* **Description of the task**
After locating the line that contains "Quick job: Give" in the listing below, write out that line and every following line exactly, with no other output.

* **Given records**
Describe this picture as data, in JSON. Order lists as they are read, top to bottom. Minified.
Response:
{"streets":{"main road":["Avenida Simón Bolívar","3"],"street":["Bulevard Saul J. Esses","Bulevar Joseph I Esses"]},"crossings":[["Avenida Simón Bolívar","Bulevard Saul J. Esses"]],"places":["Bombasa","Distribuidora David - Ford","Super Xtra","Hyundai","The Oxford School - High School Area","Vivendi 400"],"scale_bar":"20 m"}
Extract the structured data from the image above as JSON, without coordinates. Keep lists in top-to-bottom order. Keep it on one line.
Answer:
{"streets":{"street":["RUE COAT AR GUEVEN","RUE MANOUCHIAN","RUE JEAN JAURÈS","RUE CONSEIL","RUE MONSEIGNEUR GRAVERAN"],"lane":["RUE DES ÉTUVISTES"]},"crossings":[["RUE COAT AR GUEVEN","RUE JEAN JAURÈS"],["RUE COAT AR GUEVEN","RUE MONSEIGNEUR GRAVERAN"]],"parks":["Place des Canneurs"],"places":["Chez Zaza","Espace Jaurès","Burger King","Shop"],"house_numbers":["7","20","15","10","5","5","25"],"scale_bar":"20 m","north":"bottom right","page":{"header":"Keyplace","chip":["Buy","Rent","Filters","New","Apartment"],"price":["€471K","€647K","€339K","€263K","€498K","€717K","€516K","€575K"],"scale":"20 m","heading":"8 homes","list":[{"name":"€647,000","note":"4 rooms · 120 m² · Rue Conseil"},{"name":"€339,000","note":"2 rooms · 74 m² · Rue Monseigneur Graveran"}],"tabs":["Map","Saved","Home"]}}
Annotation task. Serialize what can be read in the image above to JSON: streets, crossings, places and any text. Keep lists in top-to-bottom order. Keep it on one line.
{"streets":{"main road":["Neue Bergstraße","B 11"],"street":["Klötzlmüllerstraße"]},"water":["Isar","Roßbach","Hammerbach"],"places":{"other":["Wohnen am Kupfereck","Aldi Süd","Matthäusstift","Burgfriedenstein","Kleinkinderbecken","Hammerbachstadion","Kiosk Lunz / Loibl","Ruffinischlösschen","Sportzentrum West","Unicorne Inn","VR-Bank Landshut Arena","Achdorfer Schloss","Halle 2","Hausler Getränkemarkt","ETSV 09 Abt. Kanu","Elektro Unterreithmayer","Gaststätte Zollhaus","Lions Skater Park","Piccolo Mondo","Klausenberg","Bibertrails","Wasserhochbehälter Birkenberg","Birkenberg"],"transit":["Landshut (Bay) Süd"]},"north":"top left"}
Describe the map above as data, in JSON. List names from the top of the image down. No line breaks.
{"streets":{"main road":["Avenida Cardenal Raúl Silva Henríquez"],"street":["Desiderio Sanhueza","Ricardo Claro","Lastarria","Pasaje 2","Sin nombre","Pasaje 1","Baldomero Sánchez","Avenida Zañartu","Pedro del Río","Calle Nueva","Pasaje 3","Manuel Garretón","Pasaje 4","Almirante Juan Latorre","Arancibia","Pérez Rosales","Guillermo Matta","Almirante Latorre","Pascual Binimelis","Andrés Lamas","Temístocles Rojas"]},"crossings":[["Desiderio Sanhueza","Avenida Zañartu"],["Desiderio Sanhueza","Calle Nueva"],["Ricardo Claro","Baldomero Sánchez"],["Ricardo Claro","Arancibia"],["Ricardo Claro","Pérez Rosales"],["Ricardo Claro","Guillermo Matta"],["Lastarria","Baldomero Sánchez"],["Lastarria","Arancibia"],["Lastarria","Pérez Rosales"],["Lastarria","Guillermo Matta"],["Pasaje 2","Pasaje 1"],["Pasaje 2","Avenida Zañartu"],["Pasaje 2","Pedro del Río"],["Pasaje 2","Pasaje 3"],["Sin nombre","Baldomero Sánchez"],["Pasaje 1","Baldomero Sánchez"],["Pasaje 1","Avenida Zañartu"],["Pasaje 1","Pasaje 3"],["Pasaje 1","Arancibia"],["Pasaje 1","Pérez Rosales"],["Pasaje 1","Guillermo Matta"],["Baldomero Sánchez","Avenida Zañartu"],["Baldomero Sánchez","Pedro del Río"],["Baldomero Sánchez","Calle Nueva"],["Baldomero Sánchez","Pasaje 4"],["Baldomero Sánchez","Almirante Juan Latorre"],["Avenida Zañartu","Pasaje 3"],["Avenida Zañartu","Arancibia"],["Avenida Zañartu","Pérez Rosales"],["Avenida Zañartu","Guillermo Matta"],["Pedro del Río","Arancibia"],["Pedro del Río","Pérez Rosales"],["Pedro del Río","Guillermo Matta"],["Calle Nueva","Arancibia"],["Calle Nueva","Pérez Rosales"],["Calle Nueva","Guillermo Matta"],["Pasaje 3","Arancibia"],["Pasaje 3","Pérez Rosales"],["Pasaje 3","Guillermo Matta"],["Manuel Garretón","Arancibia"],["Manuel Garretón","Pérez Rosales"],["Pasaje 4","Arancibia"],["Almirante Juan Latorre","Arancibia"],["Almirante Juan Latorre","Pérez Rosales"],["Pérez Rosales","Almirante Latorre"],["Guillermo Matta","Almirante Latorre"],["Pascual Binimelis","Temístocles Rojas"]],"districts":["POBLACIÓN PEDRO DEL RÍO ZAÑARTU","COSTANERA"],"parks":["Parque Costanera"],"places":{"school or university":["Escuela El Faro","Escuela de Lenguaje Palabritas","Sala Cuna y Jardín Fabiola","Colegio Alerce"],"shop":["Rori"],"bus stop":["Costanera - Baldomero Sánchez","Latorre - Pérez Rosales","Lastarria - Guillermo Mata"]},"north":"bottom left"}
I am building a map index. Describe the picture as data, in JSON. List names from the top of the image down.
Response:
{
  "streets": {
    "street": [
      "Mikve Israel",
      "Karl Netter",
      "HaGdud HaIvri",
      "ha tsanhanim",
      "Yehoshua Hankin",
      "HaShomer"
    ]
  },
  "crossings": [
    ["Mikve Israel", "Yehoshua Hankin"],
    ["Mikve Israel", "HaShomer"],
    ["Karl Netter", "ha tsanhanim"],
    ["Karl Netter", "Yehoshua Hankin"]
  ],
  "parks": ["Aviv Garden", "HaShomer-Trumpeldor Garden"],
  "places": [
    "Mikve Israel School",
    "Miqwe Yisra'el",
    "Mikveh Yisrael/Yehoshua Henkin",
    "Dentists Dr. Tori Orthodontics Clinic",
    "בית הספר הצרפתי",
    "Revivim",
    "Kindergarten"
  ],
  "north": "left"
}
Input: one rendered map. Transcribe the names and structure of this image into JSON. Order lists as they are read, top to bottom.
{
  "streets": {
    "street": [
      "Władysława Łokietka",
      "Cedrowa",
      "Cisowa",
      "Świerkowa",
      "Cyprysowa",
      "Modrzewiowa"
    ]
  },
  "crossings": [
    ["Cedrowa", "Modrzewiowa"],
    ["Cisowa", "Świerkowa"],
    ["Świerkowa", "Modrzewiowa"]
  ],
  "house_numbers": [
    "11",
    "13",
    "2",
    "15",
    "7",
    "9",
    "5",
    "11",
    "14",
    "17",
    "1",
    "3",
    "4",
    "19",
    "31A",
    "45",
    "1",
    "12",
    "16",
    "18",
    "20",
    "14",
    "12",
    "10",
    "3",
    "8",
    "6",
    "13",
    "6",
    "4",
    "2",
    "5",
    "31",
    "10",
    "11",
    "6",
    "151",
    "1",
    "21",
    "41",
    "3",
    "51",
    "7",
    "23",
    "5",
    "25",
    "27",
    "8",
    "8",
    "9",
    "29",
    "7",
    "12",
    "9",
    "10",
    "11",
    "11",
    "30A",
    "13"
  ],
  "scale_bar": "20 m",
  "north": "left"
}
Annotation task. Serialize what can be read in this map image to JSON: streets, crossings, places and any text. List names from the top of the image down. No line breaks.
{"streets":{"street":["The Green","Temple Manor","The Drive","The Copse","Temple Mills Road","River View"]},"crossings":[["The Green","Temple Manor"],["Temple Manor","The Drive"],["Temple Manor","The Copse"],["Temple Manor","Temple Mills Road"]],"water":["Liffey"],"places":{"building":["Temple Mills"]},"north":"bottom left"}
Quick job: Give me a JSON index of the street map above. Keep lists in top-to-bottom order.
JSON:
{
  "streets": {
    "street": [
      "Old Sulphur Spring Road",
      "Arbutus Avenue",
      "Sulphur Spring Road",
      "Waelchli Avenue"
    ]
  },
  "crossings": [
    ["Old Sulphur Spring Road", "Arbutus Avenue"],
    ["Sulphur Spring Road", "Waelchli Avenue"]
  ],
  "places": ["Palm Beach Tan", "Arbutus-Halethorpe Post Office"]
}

* **Output for this exercise**
Quick job: Give me a JSON index of the street map above. Keep lists in top-to-bottom order.
JSON:
{
  "streets": {
    "street": [
      "Old Sulphur Spring Road",
      "Arbutus Avenue",
      "Sulphur Spring Road",
      "Waelchli Avenue"
    ]
  },
  "crossings": [
    ["Old Sulphur Spring Road", "Arbutus Avenue"],
    ["Sulphur Spring Road", "Waelchli Avenue"]
  ],
  "places": ["Palm Beach Tan", "Arbutus-Halethorpe Post Office"]
}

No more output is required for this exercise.